Go through the listing below and say how many lines contain "Dump"; write nothing but the number.

#### EXERCISE MATERIAL ####

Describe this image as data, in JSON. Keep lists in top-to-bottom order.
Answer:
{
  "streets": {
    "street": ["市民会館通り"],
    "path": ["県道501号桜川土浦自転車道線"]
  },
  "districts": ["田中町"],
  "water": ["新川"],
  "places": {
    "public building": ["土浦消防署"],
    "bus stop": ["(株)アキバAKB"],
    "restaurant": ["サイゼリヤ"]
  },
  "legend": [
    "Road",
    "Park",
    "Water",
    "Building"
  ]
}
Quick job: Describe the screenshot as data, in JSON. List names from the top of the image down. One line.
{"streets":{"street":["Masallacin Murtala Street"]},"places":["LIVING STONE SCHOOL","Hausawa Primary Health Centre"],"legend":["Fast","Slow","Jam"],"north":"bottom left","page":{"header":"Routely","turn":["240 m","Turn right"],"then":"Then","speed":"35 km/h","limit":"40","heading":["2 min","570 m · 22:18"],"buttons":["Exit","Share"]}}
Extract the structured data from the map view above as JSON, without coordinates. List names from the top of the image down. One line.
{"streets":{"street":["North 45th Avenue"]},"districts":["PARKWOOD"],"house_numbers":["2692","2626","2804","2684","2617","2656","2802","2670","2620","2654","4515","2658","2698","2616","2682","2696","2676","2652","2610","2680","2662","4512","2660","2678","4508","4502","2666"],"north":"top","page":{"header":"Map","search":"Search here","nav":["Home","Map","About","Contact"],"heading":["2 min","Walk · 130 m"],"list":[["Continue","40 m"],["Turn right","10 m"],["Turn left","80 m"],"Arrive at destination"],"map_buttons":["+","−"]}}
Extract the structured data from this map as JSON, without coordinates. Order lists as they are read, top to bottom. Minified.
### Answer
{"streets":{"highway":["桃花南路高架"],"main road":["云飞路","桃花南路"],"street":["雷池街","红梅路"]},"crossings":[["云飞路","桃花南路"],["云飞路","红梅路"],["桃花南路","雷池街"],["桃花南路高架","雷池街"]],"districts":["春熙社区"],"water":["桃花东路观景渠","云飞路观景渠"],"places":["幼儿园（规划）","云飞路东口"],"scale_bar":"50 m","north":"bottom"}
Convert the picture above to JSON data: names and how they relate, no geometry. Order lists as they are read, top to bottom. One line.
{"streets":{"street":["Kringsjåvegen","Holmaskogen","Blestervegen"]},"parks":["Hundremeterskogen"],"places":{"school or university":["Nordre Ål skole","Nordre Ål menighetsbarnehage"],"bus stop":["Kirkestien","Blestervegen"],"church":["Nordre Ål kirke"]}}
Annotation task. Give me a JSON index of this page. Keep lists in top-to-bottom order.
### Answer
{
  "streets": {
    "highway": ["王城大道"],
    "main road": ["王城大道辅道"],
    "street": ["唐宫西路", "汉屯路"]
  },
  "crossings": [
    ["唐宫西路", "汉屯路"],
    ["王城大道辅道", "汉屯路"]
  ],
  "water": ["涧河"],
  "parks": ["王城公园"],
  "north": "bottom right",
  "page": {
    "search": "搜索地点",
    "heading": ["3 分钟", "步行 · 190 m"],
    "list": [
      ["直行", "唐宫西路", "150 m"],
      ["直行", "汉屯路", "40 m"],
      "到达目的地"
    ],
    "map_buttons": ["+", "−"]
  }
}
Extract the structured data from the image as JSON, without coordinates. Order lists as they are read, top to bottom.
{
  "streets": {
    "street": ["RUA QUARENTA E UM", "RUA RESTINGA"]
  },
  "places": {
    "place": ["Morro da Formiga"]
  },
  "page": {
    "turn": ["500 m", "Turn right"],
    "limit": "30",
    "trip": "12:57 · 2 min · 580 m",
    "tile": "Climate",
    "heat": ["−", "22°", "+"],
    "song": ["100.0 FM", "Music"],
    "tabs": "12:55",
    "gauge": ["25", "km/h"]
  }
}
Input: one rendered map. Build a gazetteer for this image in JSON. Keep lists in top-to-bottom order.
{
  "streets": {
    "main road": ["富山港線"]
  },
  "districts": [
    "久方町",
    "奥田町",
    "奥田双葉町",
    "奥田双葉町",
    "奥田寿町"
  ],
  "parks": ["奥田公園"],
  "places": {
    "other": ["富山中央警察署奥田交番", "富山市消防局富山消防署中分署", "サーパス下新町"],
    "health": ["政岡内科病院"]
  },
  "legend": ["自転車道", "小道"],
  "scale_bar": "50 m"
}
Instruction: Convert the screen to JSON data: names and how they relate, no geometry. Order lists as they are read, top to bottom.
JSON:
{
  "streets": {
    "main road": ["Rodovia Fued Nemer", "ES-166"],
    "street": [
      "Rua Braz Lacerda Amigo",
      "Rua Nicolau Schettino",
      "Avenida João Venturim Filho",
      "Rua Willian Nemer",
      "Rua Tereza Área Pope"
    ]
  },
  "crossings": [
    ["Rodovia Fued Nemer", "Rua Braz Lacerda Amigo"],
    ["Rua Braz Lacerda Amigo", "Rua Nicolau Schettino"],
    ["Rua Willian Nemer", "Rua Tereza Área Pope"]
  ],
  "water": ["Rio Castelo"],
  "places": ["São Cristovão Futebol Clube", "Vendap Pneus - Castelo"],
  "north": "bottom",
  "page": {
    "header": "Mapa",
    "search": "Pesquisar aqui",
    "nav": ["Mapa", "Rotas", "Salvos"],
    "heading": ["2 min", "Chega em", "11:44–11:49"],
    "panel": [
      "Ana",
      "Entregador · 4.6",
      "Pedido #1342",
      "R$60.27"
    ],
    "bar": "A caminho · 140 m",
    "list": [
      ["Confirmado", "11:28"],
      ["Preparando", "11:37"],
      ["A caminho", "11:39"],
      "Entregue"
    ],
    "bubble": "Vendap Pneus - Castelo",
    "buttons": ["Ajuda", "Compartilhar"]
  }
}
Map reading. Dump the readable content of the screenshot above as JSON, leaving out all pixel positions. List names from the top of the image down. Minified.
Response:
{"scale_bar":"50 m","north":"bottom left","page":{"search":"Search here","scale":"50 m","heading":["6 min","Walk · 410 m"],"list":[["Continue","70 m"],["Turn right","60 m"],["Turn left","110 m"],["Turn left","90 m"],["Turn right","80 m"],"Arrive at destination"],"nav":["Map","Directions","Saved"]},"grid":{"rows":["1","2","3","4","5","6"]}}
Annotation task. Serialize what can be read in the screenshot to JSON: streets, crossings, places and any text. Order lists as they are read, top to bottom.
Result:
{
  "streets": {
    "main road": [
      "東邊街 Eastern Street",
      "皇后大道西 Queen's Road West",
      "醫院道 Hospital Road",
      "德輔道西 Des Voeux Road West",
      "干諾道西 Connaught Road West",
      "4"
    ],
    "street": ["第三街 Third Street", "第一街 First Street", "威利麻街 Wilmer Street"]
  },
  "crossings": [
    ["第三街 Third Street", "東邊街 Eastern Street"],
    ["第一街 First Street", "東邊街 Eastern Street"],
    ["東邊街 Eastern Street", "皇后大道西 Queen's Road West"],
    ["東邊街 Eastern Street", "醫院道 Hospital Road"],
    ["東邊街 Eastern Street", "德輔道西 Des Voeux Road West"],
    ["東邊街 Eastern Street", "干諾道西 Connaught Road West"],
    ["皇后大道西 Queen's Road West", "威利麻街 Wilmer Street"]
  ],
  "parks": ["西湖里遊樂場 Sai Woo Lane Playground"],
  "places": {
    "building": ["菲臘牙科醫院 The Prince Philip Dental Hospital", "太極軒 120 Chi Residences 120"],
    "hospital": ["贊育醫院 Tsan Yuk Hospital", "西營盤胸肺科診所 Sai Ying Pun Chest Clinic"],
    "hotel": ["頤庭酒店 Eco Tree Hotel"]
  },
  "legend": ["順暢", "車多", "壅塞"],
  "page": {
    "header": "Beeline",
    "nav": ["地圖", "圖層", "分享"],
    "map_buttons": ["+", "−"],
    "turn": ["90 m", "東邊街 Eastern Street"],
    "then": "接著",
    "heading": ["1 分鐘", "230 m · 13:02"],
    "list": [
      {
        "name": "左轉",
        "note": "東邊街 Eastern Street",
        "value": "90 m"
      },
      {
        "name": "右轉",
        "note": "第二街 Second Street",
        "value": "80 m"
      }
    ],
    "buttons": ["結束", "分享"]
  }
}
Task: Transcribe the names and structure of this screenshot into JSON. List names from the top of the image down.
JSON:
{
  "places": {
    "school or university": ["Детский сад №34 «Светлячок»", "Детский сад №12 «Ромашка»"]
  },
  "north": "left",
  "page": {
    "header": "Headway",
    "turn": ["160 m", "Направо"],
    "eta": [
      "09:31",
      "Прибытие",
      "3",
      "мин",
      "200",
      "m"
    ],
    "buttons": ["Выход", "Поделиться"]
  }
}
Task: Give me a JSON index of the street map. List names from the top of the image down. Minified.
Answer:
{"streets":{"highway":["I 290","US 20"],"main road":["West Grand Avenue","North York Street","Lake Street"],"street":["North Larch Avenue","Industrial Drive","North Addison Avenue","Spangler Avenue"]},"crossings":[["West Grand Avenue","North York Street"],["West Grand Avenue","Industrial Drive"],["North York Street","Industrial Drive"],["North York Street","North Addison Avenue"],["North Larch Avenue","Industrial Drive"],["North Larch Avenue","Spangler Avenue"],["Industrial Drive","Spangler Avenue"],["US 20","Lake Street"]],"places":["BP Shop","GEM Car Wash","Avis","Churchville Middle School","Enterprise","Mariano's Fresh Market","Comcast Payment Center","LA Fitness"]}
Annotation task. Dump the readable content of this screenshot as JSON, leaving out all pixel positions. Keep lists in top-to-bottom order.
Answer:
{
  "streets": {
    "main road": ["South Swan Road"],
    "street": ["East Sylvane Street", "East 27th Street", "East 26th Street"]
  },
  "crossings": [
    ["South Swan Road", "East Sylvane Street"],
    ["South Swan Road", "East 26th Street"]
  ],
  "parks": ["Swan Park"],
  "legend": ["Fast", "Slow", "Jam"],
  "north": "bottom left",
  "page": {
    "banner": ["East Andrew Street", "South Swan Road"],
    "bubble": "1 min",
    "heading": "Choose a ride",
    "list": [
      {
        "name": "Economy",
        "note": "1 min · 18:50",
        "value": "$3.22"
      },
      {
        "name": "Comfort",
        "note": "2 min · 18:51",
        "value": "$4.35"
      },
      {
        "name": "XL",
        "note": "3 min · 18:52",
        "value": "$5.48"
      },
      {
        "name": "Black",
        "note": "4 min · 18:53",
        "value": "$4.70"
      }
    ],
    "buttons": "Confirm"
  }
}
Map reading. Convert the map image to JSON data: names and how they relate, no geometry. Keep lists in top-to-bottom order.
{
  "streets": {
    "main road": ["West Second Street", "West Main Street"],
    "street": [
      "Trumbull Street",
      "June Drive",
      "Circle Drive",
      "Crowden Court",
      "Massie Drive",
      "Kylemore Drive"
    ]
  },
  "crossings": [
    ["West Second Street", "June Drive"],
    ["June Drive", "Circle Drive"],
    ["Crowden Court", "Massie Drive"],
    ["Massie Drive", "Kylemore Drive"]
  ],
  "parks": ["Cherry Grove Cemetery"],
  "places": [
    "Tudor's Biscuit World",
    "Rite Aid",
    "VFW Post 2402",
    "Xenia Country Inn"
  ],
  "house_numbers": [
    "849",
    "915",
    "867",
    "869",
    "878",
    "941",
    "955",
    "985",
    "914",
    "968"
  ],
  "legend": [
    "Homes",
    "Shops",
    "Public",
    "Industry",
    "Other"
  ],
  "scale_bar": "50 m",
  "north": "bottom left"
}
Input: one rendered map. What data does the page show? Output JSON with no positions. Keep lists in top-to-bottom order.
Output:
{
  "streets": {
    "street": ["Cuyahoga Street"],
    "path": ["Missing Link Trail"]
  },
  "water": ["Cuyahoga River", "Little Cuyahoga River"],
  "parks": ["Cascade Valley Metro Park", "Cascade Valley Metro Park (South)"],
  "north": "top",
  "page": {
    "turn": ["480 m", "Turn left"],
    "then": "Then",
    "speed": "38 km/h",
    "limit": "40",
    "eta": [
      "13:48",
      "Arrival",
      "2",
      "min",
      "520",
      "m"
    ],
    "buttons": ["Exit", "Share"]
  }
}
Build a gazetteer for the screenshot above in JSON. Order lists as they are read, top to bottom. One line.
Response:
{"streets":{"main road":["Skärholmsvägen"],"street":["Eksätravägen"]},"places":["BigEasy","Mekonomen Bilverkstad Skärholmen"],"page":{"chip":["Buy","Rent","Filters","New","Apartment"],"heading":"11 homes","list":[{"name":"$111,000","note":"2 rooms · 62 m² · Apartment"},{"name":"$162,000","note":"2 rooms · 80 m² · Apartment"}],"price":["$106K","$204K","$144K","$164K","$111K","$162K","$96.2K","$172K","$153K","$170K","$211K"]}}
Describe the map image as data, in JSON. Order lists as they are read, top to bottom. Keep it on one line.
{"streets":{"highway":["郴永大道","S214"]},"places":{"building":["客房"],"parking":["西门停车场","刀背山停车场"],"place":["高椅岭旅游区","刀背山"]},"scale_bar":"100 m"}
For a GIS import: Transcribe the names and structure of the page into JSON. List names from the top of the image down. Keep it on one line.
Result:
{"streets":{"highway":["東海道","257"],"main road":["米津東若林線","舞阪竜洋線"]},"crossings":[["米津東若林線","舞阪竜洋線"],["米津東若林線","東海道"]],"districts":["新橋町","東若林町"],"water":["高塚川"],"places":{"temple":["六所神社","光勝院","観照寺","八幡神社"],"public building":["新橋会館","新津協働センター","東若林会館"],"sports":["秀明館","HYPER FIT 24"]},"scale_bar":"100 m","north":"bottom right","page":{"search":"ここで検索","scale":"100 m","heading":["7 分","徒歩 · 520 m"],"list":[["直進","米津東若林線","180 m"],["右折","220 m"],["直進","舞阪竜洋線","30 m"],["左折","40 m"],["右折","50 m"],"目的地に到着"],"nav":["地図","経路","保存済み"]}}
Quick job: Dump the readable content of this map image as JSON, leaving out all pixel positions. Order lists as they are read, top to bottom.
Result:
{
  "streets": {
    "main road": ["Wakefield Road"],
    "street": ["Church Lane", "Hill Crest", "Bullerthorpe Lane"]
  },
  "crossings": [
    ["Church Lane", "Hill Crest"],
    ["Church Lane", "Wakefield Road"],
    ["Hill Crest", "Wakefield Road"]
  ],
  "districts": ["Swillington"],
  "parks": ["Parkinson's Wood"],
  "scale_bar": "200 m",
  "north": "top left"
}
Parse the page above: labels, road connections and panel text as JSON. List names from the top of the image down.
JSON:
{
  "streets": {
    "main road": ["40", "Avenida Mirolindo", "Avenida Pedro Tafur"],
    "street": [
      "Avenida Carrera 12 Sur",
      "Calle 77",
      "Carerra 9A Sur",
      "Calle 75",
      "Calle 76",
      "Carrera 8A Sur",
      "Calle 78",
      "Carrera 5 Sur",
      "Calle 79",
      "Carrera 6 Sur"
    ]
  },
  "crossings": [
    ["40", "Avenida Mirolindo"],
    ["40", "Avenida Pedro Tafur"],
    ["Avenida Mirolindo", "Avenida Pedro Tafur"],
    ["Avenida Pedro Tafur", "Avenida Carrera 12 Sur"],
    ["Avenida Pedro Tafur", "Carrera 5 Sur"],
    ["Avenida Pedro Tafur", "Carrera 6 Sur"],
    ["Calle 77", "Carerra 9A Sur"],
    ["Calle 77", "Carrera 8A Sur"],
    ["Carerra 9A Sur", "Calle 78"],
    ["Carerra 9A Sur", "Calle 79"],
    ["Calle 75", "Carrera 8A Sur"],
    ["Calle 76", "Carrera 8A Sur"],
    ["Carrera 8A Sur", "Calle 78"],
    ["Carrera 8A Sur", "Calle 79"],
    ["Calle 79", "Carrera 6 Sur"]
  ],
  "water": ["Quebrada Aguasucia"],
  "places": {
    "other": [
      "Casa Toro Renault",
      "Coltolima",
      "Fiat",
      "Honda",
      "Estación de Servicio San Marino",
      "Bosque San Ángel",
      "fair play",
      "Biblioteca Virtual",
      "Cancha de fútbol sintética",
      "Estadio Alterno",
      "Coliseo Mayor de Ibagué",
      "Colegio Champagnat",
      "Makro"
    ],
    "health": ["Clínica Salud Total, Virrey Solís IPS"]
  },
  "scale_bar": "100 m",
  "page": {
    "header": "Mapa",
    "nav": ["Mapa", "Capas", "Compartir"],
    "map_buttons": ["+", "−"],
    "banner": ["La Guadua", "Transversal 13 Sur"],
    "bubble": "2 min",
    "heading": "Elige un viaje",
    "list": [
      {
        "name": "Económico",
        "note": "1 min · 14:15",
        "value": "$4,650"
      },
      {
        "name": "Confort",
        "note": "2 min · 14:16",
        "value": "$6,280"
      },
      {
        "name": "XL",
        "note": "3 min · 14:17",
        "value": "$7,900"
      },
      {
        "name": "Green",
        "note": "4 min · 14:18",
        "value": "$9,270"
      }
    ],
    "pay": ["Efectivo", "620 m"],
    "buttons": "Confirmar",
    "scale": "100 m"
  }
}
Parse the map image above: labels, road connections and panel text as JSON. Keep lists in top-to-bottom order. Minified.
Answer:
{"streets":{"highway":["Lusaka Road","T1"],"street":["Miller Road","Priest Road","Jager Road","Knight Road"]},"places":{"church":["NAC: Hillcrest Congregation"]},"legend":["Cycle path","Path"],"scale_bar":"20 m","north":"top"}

####

TASK ANSWER
3